Comme décrit dans un affidavit de début mai, un avocat représentant un homme poursuivant un compagnie aérienne pour une blessure présumée a admis avoir utilisé le chatbot AI pour faire des recherches sur le cas de son client. C'est pourquoi, dans son mémoire juridique, il a cité un tas d'affaires judiciaires - toutes avec des noms à consonance officielle comme "Martinez contre Delta Air Lines" et "Varghese contre China Southern Airlines" - qui ne se sont jamais réellement produites, et donc n'existe pas.

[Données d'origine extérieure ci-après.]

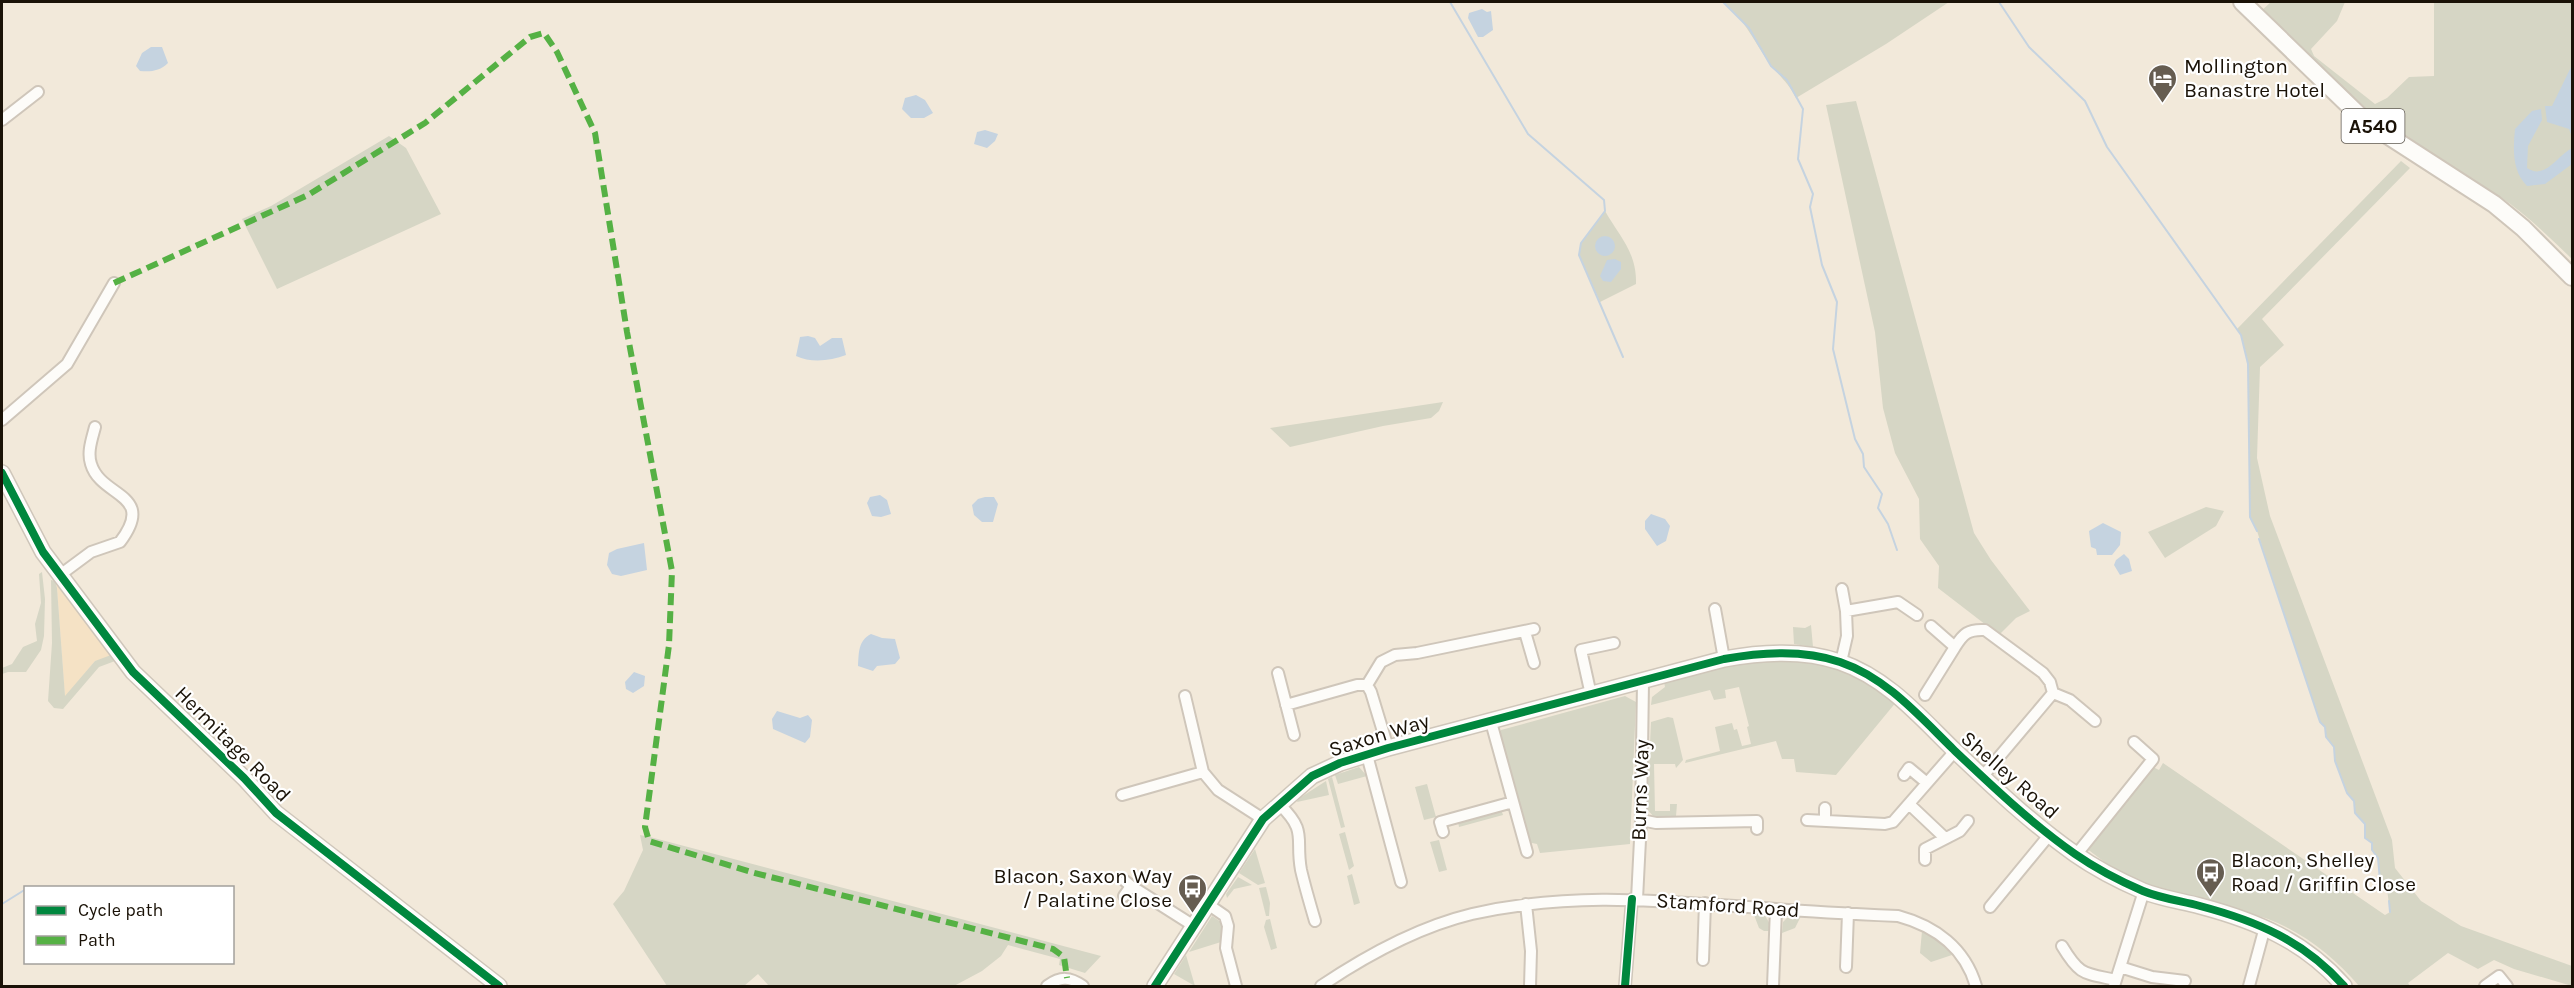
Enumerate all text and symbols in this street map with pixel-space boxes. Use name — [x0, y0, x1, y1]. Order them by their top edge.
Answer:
place label: Mollington Banastre Hotel — [2184, 54, 2325, 102]
hotel icon: Mollington Banastre Hotel — [2147, 62, 2179, 104]
road number: A540 — [2342, 109, 2404, 143]
street label: Hermitage Road — [170, 681, 296, 807]
street label: Saxon Way — [1326, 708, 1432, 762]
street label: Shelley Road — [1956, 726, 2064, 824]
street label: Burns Way — [1626, 739, 1654, 841]
place label: Blacon, Shelley Road / Griffin Close — [2231, 848, 2416, 896]
bus stop icon: Blacon, Shelley Road / Griffin Close — [2194, 856, 2226, 898]
place label: Blacon, Saxon Way / Palatine Close — [994, 864, 1172, 912]
bus stop icon: Blacon, Saxon Way / Palatine Close — [1177, 872, 1209, 914]
legend — [24, 886, 234, 964]
street label: Stamford Road — [1655, 888, 1801, 922]
text: Cycle path — [78, 899, 163, 921]
text: Path — [78, 929, 116, 951]

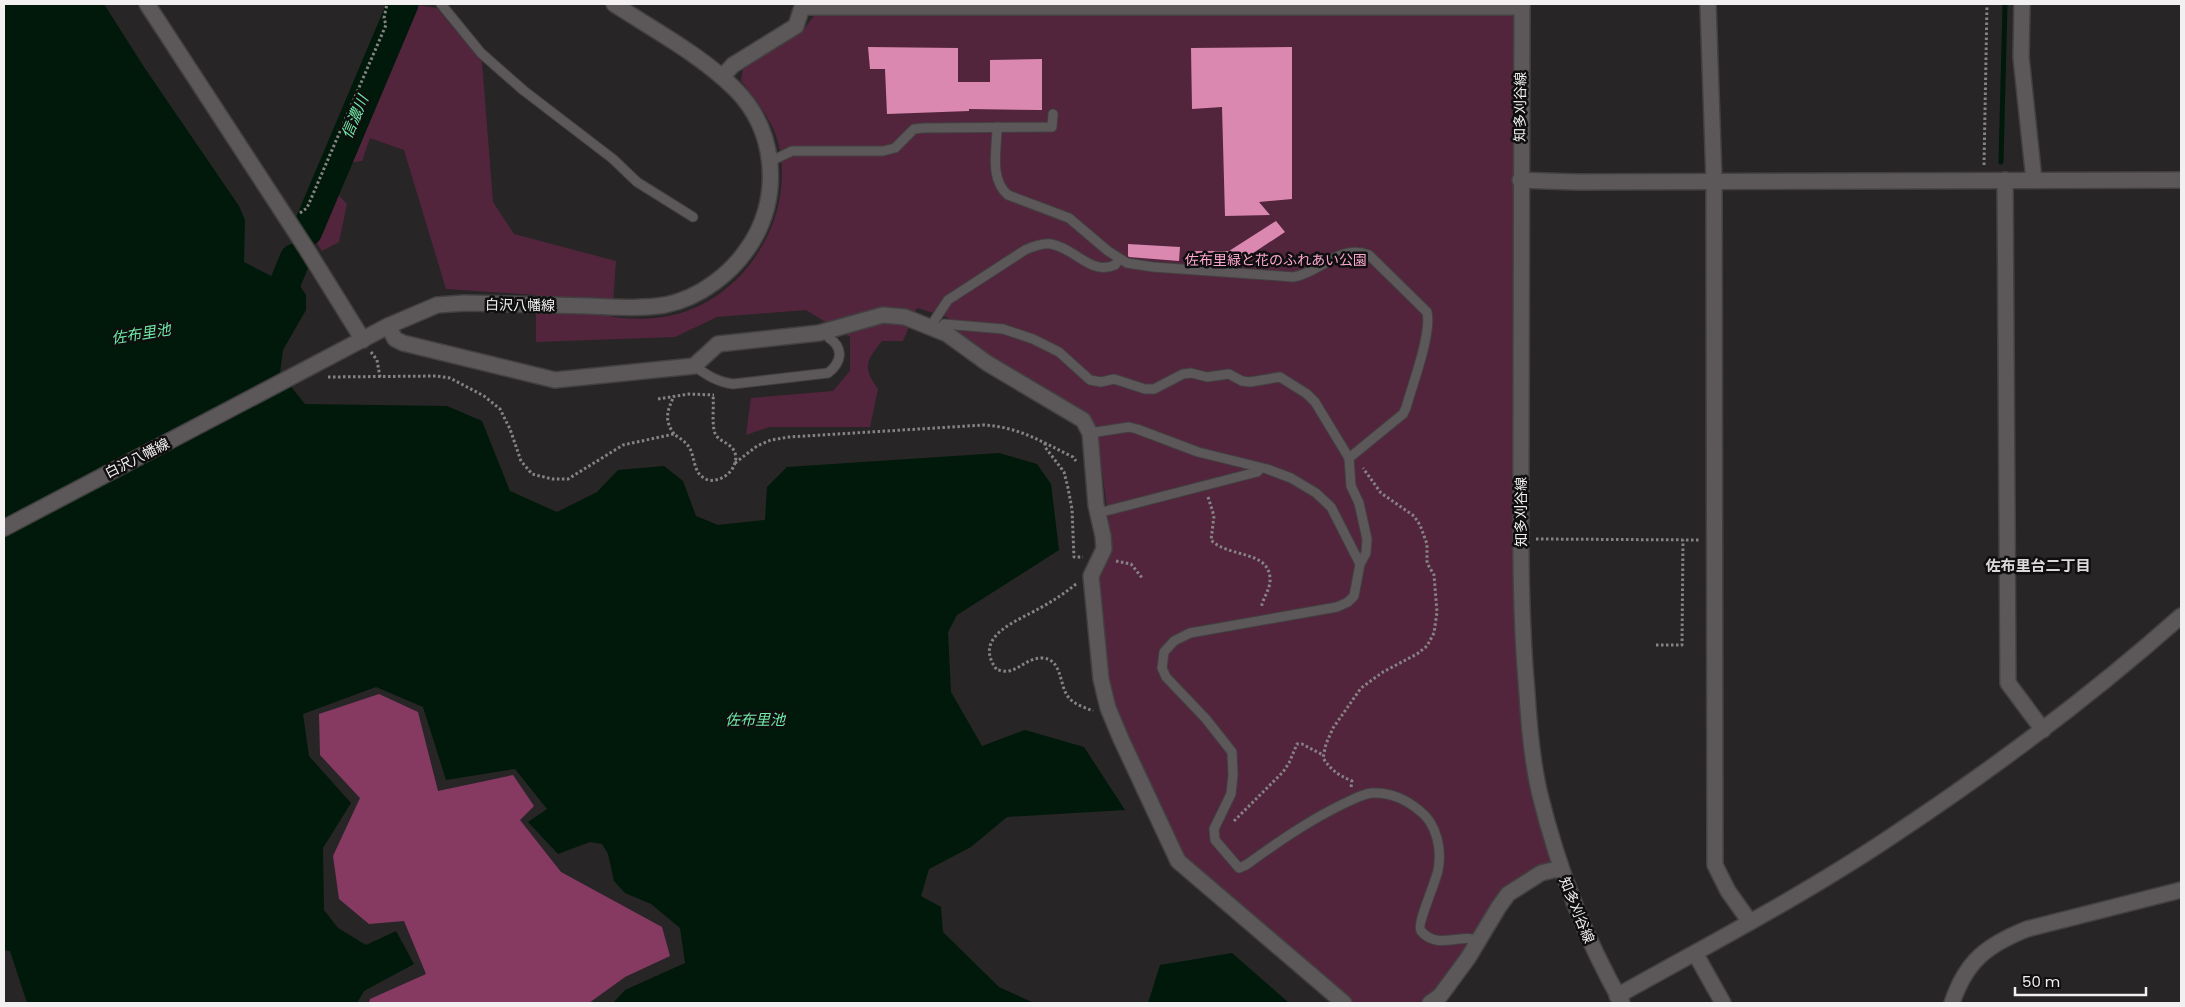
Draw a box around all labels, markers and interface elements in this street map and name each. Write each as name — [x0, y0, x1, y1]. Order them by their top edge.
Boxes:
street label: 知多刈谷線 — [1509, 72, 1531, 142]
water label: 信濃川 — [336, 90, 374, 142]
park label: 佐布里緑と花のふれあい公園 — [1185, 250, 1367, 270]
street label: 白沢八幡線 — [485, 294, 555, 316]
water label: 佐布里池 — [110, 318, 174, 349]
street label: 白沢八幡線 — [101, 433, 173, 483]
street label: 知多刈谷線 — [1511, 477, 1531, 547]
district label: 佐布里台二丁目 — [1985, 555, 2091, 576]
water label: 佐布里池 — [725, 709, 787, 730]
street label: 知多刈谷線 — [1555, 874, 1599, 946]
scale bar — [2015, 964, 2146, 996]
text: 50 m — [2022, 971, 2060, 992]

L'avocat, Steven Schwartz du cabinet d'avocats Levidow, Levidow & Oberman de Manhattan, a déclaré au tribunal que c'était la première fois en plus de trois décennies de carrière qu'il utilisait ChatGPT, donc [selon le New York Times](https: //www.nytimes.com/2023/05/27/nyregion/avianca-airline-lawsuit-chatgpt.html), "n'était pas au courant de la possibilité que son contenu puisse être faux."
Schwartz a même dit au juge, P. Kevin Castel, qu'il avait demandé à ChatGPT de vérifier ses sources. Le chatbot lui a apparemment dit que les cas étaient réels, rapporte le NYT.
Oui c'est vrai. Un avocat expérimenté a utilisé ChatGPT au tribunal - et est maintenant en grande difficulté après avoir fabriqué des pans entiers de précédents juridiques.
Faux
Schwartz a déclaré au tribunal qu'il "regrette beaucoup" d'avoir utilisé ChatGPT pour faire ses recherches sur l'affaire "et qu'il ne le fera jamais à l'avenir sans une vérification absolue de son authenticité".
Le juge Castel, cependant, ne semble pas influencé et, dans son ordonnance du 4 mai, il décrit sans ambages la gravité de la situation.
"La Cour est confrontée à une circonstance sans précédent", lit-on dans l'ordonnance du juge pour une future audience. "Une soumission déposée par l'avocat du demandeur en opposition à une requête en rejet est remplie de citations de cas inexistants... six des cas soumis semblent être de fausses décisions judiciaires avec de fausses citations et de fausses citations internes."
Le mois prochain, Castel tiendra une audience pour discuter de la sanction ou non de Schwartz. Mais en attendant, cette affaire bizarre devrait, espérons-le, servir de récit édifiant aux avocats - et à tous les autres - qui cherchent à expérimenter ChatGPT dans un cadre professionnel.